In 20+ years, I’ve been on nearly everything: Azathioprine, Methotrexate, Humira, Remicade. I lived with a PICC line for TPN for months before finally agreeing to a second resection, which included the loss of my ileocecal valve, and the introduction to zero bowel control if I eat a regular meal.
Most recently I’ve been in a clinical trial for Vedolizumab. Despite four years in the trial, my disease progresses and the symptoms are barely controlled. I’d be lying if I said it didn’t suck. And I’d be lying if I said I proudly persevere. I don’t. Despite two resections and all the different meds, I’ve never experienced remission. Crohn’s continues to work it’s way through the healthy section of my bowel and has reached the colon. Damn.
I get tired, I get cranky, and I sometimes rail at the cards I’ve been dealt. Despite the disease and it’s damnable progression, I’ve raised two great girls–one who graduated from college last year and one who started college this fall. I graduated from law school in the top of my class ten years ago. I have a moderately successful private practice. My family accepts me how I am and recognizes I have limitations without making me feel like a diva for them. I survived the end of a 15-year marriage. I survived building a house with the best boyfriend in the world. When the builder said there wasn’t enough room in our master bath design to put a door on the toilet room, my bf redesigned a few things to make it work (since we’d been living together already, I think it was as much for him as for me, but still).
There wasn’t a lot of information about IBD available online when I was diagnosed. I want a cure and better medicines, but I also want to spare as many people as possible from going through the lengthy delay in diagnosis that I did. The only way that will happen is through awareness. I’m not an activist and consider myself lucky to make a full day at the office.

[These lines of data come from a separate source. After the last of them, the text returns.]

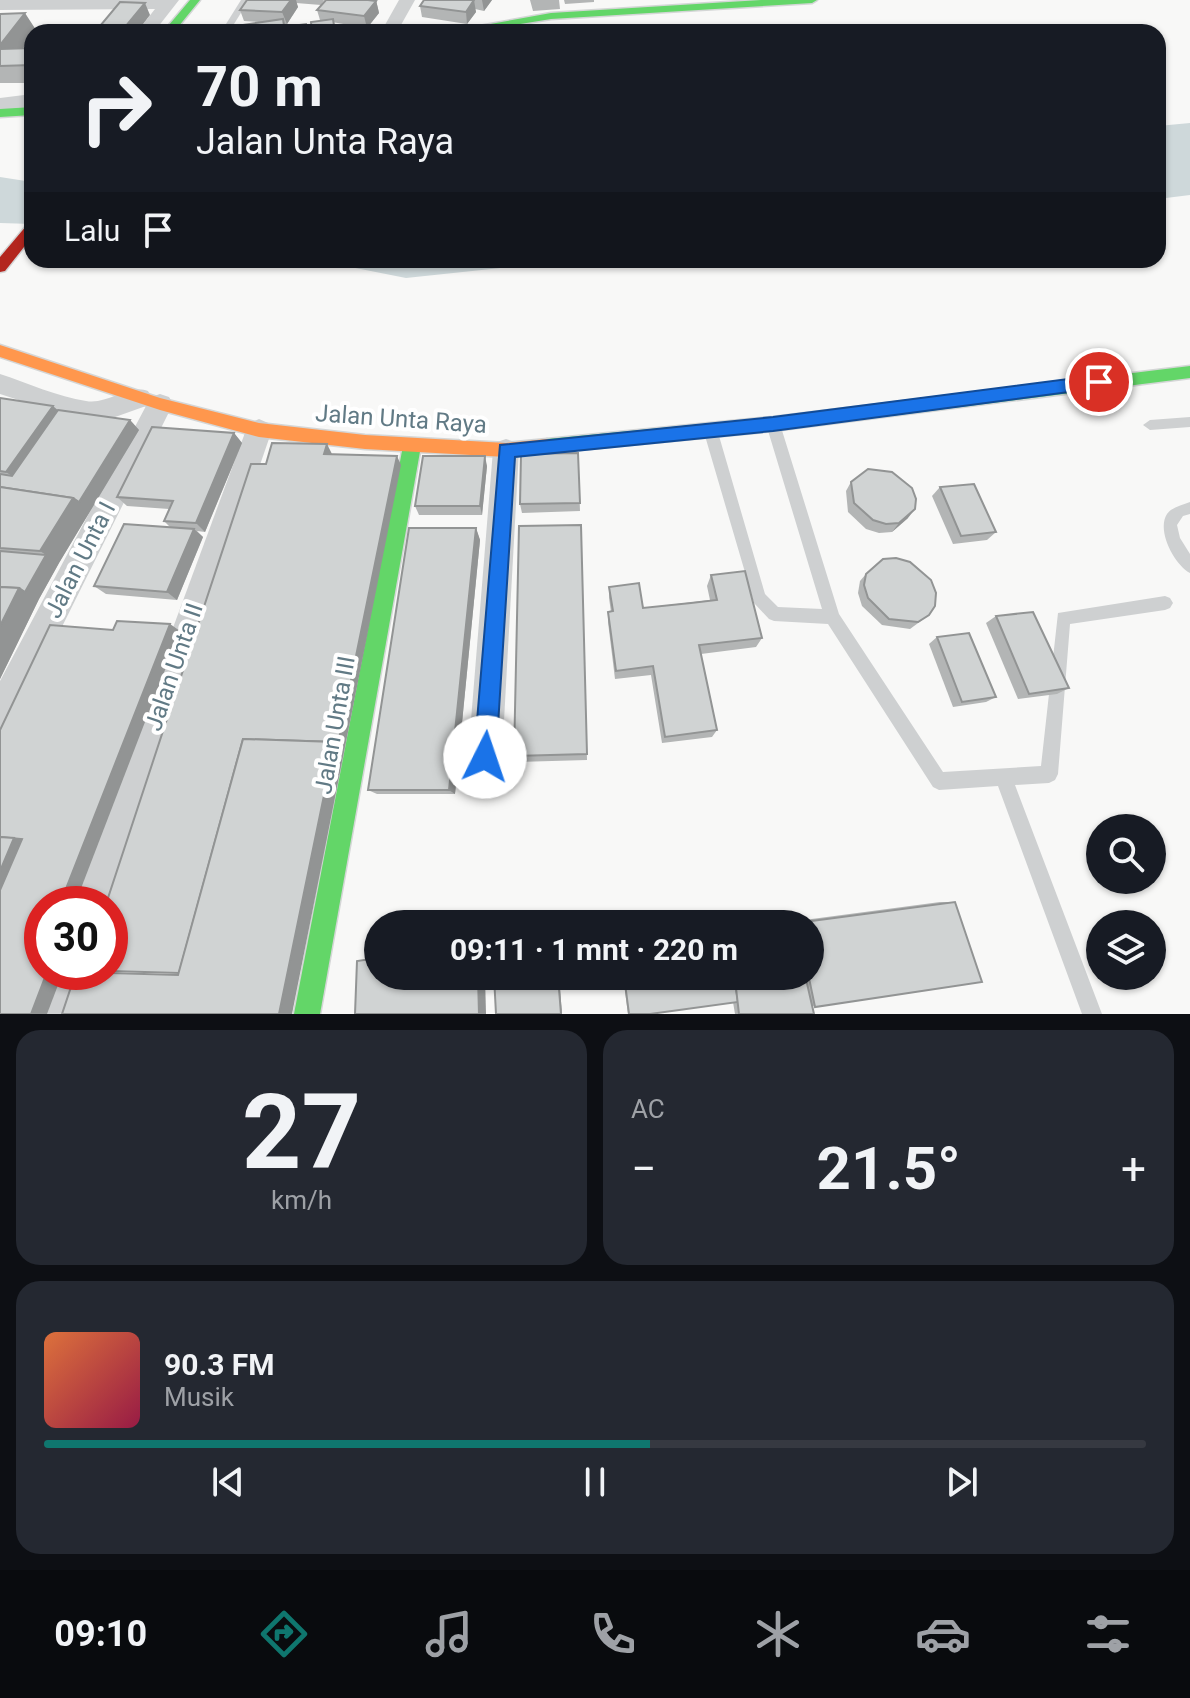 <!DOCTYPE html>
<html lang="id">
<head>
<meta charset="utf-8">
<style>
  body { margin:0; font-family:Roboto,sans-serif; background:#242831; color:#f1f3f6; height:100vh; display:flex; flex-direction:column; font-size:30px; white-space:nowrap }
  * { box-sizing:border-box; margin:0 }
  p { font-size:26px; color:#9ea1a6 }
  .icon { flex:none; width:44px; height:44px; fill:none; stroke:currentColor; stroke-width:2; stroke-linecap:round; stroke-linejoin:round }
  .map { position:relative; height:1014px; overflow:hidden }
  .sheet { display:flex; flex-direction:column; gap:16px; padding:16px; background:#0d0f14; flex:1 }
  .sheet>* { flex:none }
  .guide { position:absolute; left:24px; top:24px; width:1142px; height:244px; border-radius:24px; box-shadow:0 2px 6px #0004; background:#171b24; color:#f1f3f6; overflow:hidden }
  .tools { position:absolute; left:1086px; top:814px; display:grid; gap:16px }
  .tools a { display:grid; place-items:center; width:80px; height:80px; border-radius:50%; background:#171b24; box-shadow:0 2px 6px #0004; font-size:40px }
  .speed { position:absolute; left:24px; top:886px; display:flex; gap:16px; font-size:40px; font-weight:700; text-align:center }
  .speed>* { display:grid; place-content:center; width:104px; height:104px; border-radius:50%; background:#171b24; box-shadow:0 2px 6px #0004; line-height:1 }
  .speed .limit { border:12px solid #d22; background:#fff; color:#111 }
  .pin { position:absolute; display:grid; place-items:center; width:68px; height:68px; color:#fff; margin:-34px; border:4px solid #fff; border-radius:50%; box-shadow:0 2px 8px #0007 }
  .me { position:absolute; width:88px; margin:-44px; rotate:4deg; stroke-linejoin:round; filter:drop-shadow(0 0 6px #0008) }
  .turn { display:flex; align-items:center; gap:28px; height:168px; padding:0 40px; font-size:36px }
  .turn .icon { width:104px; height:104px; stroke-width:2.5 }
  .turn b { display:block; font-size:56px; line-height:68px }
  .then { display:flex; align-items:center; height:76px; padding:0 40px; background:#0003; gap:16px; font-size:30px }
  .big { font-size:60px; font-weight:700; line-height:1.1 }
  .sheet .widget { flex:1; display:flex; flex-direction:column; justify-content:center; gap:12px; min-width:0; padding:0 28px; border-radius:24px; background:#242831 }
  .sheet .dial { align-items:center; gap:0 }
  .dial b { font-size:104px; line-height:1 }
  .song { display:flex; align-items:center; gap:24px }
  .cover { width:96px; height:96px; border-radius:12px; background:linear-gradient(135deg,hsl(20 70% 55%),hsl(340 70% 35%)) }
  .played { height:8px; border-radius:4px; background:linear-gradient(90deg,#0f766e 55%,#363941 55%) }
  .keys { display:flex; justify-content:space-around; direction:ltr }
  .heat { display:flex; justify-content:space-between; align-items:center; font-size:44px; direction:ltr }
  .sheet .tiles { flex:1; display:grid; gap:16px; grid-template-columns:1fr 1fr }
  .widget:last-child { grid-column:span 2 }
  .trip { position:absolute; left:364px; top:910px; width:460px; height:80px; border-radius:40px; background:#171b24; box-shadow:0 2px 6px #0004; font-weight:700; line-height:80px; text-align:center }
  .menu { display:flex; height:128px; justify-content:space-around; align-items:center; background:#090b0e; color:#9ea1a6 }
  .menu .icon { width:56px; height:56px }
  .menu .on { color:#0f766e }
  .menu b { font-size:36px; color:#f1f3f6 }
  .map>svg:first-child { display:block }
</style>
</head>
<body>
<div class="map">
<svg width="1190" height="1014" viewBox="0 0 1190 1014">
  <rect width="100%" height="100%" fill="#f8f8f7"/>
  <!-- water -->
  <g fill="#ced8da">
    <polygon points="1190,123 1190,195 1158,199 1158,126"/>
    <polygon points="0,177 32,182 32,224 0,223"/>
    <polygon points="315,260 576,260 406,278"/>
  </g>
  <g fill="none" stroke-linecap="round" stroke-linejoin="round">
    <!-- fast casing -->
    <g stroke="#d4d6d6" stroke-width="3">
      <g id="fast">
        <polygon points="190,0 200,0 174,32 163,32"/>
        <polygon points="761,0 817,0 812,3 551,19 471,32 446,32 551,13"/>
        <polygon points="32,107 32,115 0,117 0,109"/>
        <polygon points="1190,366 1190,378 773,431 547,453 538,446 547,439 773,417"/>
        <polygon points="412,439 421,446 320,1014 294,1014 403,446"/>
      </g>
    </g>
    <!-- slow casing -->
    <g stroke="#d4d6d6" stroke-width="3">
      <polygon id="slow" points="0,345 160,398 259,423 365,435 506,443 547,439 556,446 547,453 506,457 365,449 259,437 160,410 0,357"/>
    </g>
    <!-- jam casing -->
    <g stroke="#d4d6d6" stroke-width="3">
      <polygon id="jam" points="32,223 32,237 5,271 0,272 0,257 27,225"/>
    </g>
    <!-- lane -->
    <g fill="#ced0d1" fill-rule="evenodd">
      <polygon points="241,0 249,0 229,32 221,32"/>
      <polygon points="1190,417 1190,427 1150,430 1143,425 1150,420"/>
      <polygon points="773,419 780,424 839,614 943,772 1041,766 1058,613 1165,596 1170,598 1173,603 1170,608 1165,610 1070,624 1058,774 1055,780 1049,783 1015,785 1102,1014 1082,1014 998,786 939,790 933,787 828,624 774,621 769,619 754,603 703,429 710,424 717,429 765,594 778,607 822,609 766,424"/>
      <path d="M1190,502V514L1183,516L1177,525L1180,538L1190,554V573C1175,565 1156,531 1167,514C1172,507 1182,505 1190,502Z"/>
    </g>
    <!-- street -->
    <g fill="#ced0d1" fill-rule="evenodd">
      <polygon points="0,0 179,0 154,32 137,32 155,9 0,10"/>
      <polygon points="399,0 415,0 397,32 381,32"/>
      <polygon points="32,94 32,106 0,110 0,98"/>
      <path d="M0,374C28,383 58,397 86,401C108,405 127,384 148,391L151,397L160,394L169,397L173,404L12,727L0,731V681L146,406L104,421L87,422L0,394Z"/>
      <polygon points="259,419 268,423 272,430 109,904 71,904 246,430 250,423"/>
      <polygon points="506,439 515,442 519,450 502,757 497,769 485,774 473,769 468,757 493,450 497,442"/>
      <polygon points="46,972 86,972 72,1014 32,1014"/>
    </g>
    <!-- fast -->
    <use href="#fast" fill="#63d668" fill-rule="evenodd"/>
    <!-- slow -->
    <use href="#slow" fill="#ff974d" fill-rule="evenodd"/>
    <!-- jam -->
    <use href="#jam" fill="#b3261e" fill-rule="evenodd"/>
  </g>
  <!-- wall -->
  <g fill="#b3b5b5">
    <polygon points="247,0 324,0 321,5 296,3 298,7 287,24 285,24 288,32 229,32 259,22 244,21 240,10"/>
    <polygon points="326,0 376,0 379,13 367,28 320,20 317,10"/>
    <polygon points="424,0 492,0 484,11 475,9 476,12 467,24 422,17 420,6"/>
    <polygon points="530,0 594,0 594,2 565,4 564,0 559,0 560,9 533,11"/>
    <polygon points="0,14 36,30 35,32 32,32 32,36 23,48 32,48 32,83 0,83"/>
    <polygon points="0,398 58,410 130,420 139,430 59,563 39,599 0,679"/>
    <polygon points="234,433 242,443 205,532 197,531 203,537 177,600 106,594 94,586 170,527 164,521 169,509 127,506 117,497"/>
    <polygon points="578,453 580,511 522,513 520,504"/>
    <polygon points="487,466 482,515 419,515 415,506"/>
    <polygon points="851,482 908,518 892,532 879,533 866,529 848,512 846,491"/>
    <polygon points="940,487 996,532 987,540 953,544 932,496"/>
    <polygon points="581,525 587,760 517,762 514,756"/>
    <polygon points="476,528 480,540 455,794 377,794 368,790"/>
    <polygon points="866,574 929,615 910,629 882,625 862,606 858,593 860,581"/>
    <polygon points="711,575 762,638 756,647 701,654 717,730 712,737 662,743 651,675 615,679 608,622 608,612 611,612 609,598 609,587 643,608 710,600 707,586"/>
    <polygon points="996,616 1069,688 1057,694 1018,699 986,623"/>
    <polygon points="937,637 996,697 986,702 953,707 929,644"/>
    <polygon points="940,902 955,902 815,1007 812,1005 814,1014 735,1014 733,1002 628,1014 623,976 810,976 810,924 774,924"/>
  </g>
  <!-- shaded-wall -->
  <g fill="#929494">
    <polygon points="291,0 296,0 298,7 287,24 282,12"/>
    <polygon points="372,0 376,0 379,13 367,28 364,16"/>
    <polygon points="474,0 476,12 467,24 466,12"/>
    <polygon points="482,0 492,0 484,11"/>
    <polygon points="145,3 150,15 137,32 121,32"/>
    <polygon points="25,13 36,30 35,32 32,32 32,36 10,66 0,52 0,45"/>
    <polygon points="53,406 69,420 25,485 6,472"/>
    <polygon points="130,420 139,430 59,563 39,599 0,679 0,626 19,588 46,555 40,551 73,498"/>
    <polygon points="234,433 242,443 205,532 196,523"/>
    <polygon points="327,444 332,454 330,464 324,454"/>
    <polygon points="397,456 401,465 292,1014 279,1014 335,742"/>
    <polygon points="485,456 487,466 482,515 480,506"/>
    <polygon points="915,509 908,518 892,532 899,523"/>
    <polygon points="476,528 480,540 455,794 449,790"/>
    <polygon points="194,529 203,537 177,600 167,592"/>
    <polygon points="170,624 180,631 75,904 60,904"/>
    <polygon points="14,838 38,841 0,930 0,871"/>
    <polygon points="47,972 63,972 47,1014 31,1014"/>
    <polygon points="478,976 485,976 486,1014 479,1014"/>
    <polygon points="558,976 559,976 562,1014 561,1014"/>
  </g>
  <!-- building -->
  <g fill="#d0d3d3" stroke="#929494" stroke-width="2">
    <polygon points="247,0 291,0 282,12 240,10"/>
    <polygon points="326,0 368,0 376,1 364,16 317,10"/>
    <polygon points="424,0 474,0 466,12 420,6"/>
    <polygon points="120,2 145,3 121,32 95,32"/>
    <polygon points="25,13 0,45 0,14"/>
    <polygon points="283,19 285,32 229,32 229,27"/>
    <polygon points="333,19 335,32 312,32 311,22"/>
    <polygon points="306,24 307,32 292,32 291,26"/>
    <polygon points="32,48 32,65 0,66 0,49"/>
    <polygon points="0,398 53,406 6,472 0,471"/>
    <polygon points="58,410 130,420 79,502 73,498 0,487 0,474 12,476"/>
    <polygon points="152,427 234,433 196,523 164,521 173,501 117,497"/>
    <polygon points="272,443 327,444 324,454 397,456 338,744 335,742 243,739 179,973 110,971 110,904 106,904 251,464 266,464"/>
    <polygon points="578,453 580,503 520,504 521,454"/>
    <polygon points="423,456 485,456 480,506 415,506"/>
    <polygon points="868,469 892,472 912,488 916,499 915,509 899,523 886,524 873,520 854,503 851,482"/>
    <polygon points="974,484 996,532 961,536 940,487"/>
    <polygon points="0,487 73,498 40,551 0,548"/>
    <polygon points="124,524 194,529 167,592 94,586"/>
    <polygon points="581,525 587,754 514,756 519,526"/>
    <polygon points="409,528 476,528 449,790 368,790"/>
    <polygon points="0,551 46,555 25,592 19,588 0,587"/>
    <polygon points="896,558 910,562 931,580 936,593 935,606 929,615 918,622 889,619 868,598 864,585 866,574 883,559"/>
    <polygon points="745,571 762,638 699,645 717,730 665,737 653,666 616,671 608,612 613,611 609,587 639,583 643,608 691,603 717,600 711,575"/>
    <polygon points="0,587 19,588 0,626"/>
    <polygon points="1033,612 1069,688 1029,694 996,616"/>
    <polygon points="117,621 170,624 60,904 42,904 42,949 39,957 42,957 42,972 47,972 31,1014 0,1014 0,890 22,839 0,837 0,730 50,625 113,630"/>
    <polygon points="969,633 996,697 962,702 937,637"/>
    <polygon points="243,739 335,742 279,1014 62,1014 76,972 178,975"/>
    <polygon points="0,837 14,838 0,871"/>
    <polygon points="955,902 982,982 815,1007 809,978 736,988 738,1002 650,1014 629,1014 624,976 810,976 810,924 789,924"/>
    <polygon points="378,958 378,976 478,976 479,1014 355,1014 357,961"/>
    <polygon points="494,976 558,976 561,1014 496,1014"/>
    <polygon points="806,979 814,1014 739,1014 736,988"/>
  </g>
  <!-- route -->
  <polygon fill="#1a73e8" stroke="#114b97" stroke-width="2" points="1099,375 1107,382 1099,388 773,431 515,457 496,757 493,765 485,768 477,765 474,757 500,445 773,417"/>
  <g text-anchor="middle" stroke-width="8" stroke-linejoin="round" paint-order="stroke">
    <!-- street labels -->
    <g font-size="24" fill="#617a85" stroke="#fff">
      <text transform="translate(401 419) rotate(4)" y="8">Jalan Unta Raya</text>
      <text transform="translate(80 560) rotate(-63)" y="8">Jalan Unta I</text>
      <text transform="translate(174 667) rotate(-71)" y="8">Jalan Unta II</text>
      <text transform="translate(335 725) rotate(-80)" y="8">Jalan Unta III</text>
    </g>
  </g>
</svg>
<div class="tools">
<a><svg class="icon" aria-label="search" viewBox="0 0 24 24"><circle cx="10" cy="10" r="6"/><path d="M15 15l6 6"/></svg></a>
<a><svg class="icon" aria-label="layers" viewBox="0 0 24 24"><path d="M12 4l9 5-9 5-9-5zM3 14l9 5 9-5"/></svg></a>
</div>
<div class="speed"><div class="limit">30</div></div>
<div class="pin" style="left:1099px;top:382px;background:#d93025"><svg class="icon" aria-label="arrive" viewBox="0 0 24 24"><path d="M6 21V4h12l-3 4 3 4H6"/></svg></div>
<svg class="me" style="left:485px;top:757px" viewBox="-20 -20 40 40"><circle r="19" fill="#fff"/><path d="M0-13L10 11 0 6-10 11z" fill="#1a73e8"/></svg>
<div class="trip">09:11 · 1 mnt · 220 m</div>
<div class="guide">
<div class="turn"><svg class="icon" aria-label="right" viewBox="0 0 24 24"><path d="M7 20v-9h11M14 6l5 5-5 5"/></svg><div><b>70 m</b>Jalan Unta Raya</div></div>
<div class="then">Lalu<svg class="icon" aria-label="arrive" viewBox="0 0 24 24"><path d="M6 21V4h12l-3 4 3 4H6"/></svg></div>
</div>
</div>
<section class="sheet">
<div class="tiles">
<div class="widget dial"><b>27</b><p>km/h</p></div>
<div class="widget"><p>AC</p>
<div class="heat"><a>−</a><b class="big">21.5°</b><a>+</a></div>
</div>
<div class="widget">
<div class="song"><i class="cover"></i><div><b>90.3 FM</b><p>Musik</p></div></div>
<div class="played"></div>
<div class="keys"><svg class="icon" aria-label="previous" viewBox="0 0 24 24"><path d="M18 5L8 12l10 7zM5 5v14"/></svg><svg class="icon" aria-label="pause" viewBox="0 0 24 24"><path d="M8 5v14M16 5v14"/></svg><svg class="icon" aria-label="next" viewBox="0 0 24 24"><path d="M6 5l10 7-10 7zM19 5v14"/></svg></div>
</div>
</div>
</section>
<nav class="menu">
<b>09:10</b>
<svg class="icon on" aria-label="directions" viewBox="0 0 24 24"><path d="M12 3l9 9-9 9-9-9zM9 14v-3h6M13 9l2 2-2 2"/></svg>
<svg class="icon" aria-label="music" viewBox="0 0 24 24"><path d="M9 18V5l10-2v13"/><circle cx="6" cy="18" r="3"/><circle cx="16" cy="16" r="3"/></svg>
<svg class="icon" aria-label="phone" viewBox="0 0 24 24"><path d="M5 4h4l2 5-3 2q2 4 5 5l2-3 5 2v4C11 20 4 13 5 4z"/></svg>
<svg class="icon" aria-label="climate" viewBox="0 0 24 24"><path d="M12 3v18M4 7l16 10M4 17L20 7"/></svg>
<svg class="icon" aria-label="car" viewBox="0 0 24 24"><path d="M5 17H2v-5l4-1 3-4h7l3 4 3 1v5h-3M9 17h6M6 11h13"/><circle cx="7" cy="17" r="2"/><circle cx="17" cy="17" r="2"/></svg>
<svg class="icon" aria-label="filters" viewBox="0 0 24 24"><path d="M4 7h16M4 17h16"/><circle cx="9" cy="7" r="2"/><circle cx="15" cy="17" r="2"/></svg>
</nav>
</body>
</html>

But I can talk. And I open my mouth regularly.
When I decided to practice law, I had to get over the bathroom embarrassment. Of course it’s difficult to disguise being away for weeks at a time due to hospitalizations. It opened the door for dialogue, though. People know who they can talk to about IBD, and I’ve given out my cell phone number to clients and colleagues to give to people who are just diagnosed and want to talk to someone who’s “been there.” Judges and attorneys know when I stand up in a hearing, I’m going to the bathroom.
I don’t talk about the disease in a way that seeks pity. I’m frank and when someone asks about my health, I don’t give a cursory answer. I tell them the truth without crossing the TMI line. I figure if they’re going to take the time to ask, I’m going to take the time to answer. It’s just one more person who will know that living with Crohn’s can suck, but it can be done. And it can be done well.